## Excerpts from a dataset
_ _ _ _
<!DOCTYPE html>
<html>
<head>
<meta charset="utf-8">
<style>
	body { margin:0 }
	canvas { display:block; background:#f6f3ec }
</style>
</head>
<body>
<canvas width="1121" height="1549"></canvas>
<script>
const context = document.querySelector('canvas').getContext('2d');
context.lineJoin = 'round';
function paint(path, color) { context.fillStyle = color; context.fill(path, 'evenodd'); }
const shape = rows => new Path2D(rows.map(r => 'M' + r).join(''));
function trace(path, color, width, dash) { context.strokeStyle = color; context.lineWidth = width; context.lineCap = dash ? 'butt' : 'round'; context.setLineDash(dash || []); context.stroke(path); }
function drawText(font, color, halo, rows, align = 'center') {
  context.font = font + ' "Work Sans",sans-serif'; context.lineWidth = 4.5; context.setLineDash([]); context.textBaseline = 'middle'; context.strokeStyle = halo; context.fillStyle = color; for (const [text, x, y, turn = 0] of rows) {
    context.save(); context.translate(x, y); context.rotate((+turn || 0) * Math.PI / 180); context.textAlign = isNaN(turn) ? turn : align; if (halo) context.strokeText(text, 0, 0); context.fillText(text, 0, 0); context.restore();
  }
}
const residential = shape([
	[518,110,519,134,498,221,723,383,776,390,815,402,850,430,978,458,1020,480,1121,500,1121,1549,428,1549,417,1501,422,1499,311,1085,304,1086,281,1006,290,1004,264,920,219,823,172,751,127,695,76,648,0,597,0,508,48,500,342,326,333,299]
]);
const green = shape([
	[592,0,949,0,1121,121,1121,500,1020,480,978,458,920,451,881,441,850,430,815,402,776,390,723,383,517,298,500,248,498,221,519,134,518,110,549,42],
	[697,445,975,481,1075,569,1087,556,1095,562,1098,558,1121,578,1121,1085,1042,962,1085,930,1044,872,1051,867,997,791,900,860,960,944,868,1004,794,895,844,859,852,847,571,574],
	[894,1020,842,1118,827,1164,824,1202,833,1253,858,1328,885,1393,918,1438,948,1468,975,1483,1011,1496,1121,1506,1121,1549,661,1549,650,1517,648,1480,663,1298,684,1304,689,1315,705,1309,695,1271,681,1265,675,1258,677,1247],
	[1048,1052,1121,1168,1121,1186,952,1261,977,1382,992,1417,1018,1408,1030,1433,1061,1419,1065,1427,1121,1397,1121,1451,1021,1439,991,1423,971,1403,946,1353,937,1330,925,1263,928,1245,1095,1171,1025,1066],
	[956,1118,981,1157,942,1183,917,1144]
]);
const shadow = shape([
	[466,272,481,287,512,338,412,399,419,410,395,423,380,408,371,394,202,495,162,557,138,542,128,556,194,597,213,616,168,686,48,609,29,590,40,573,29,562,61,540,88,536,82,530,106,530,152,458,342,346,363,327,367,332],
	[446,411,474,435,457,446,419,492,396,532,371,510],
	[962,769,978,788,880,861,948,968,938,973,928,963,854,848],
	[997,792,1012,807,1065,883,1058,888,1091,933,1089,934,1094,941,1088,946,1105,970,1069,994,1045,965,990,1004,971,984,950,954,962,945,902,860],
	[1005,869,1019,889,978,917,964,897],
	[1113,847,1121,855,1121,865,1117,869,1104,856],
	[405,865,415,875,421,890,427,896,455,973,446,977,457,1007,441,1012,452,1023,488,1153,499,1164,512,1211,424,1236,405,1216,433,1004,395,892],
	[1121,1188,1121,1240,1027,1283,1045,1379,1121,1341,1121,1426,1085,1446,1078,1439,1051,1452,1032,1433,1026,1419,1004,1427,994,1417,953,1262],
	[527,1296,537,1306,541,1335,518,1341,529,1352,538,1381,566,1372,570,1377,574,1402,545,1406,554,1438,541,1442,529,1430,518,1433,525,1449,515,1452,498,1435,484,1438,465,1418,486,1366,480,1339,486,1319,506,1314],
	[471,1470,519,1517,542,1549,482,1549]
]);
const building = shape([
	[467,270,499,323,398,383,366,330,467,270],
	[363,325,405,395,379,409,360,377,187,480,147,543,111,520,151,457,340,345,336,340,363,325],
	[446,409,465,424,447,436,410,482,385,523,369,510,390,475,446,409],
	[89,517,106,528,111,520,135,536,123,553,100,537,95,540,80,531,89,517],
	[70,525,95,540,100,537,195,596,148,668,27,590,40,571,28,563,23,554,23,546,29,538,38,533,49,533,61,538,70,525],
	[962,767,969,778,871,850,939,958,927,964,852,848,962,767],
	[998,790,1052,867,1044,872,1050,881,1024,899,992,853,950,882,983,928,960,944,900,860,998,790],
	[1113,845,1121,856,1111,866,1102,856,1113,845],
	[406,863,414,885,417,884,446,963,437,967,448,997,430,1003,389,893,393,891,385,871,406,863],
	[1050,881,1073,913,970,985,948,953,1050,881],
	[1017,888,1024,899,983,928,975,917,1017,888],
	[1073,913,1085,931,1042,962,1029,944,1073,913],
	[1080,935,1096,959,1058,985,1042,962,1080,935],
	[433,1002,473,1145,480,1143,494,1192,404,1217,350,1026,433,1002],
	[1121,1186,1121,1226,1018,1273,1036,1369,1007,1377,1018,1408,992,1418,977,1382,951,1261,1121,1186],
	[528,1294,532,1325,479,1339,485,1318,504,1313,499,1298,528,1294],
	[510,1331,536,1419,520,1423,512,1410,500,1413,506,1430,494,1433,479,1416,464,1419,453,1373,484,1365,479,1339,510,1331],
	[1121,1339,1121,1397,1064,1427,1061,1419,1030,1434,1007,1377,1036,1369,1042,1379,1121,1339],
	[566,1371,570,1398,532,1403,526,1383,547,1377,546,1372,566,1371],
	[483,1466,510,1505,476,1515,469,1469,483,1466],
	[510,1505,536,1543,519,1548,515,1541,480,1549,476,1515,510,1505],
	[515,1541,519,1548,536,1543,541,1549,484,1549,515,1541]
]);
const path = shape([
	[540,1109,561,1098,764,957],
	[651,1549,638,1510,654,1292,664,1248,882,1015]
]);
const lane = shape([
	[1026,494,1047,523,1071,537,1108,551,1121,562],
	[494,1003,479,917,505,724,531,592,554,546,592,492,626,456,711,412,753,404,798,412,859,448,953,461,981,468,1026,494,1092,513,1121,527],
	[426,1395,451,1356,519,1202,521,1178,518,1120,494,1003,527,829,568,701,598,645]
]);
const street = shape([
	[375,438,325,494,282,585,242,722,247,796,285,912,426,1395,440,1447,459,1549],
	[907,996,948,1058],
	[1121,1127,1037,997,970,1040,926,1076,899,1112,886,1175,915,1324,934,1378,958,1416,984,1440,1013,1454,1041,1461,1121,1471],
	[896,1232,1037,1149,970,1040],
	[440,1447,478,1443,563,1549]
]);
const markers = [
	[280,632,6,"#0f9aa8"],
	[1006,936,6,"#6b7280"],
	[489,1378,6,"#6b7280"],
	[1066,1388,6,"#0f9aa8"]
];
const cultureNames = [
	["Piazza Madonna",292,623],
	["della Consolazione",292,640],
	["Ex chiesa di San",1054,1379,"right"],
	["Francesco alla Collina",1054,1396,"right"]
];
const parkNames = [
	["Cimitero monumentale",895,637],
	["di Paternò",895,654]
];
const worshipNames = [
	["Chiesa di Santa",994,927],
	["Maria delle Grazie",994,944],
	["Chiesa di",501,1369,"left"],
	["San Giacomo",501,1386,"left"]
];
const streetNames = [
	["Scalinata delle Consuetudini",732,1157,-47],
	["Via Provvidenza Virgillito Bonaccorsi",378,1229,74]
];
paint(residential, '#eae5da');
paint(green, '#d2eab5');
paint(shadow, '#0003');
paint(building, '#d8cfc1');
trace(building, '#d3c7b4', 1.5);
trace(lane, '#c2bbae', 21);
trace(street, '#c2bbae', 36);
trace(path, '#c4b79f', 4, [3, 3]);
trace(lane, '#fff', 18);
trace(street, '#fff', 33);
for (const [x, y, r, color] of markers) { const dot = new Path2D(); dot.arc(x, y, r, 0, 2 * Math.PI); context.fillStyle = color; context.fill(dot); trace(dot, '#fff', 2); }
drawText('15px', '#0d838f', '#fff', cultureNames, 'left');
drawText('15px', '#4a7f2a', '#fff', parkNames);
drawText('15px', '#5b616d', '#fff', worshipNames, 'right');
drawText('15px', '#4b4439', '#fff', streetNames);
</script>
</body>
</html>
_ _ _ _
## Task description
Among the entries, find each line that includes the string "rows" and copy it.

## Response to this task
const shape = rows => new Path2D(rows.map(r => 'M' + r).join(''));
function drawText(font, color, halo, rows, align = 'center') {
  context.font = font + ' "Work Sans",sans-serif'; context.lineWidth = 4.5; context.setLineDash([]); context.textBaseline = 'middle'; context.strokeStyle = halo; context.fillStyle = color; for (const [text, x, y, turn = 0] of rows) {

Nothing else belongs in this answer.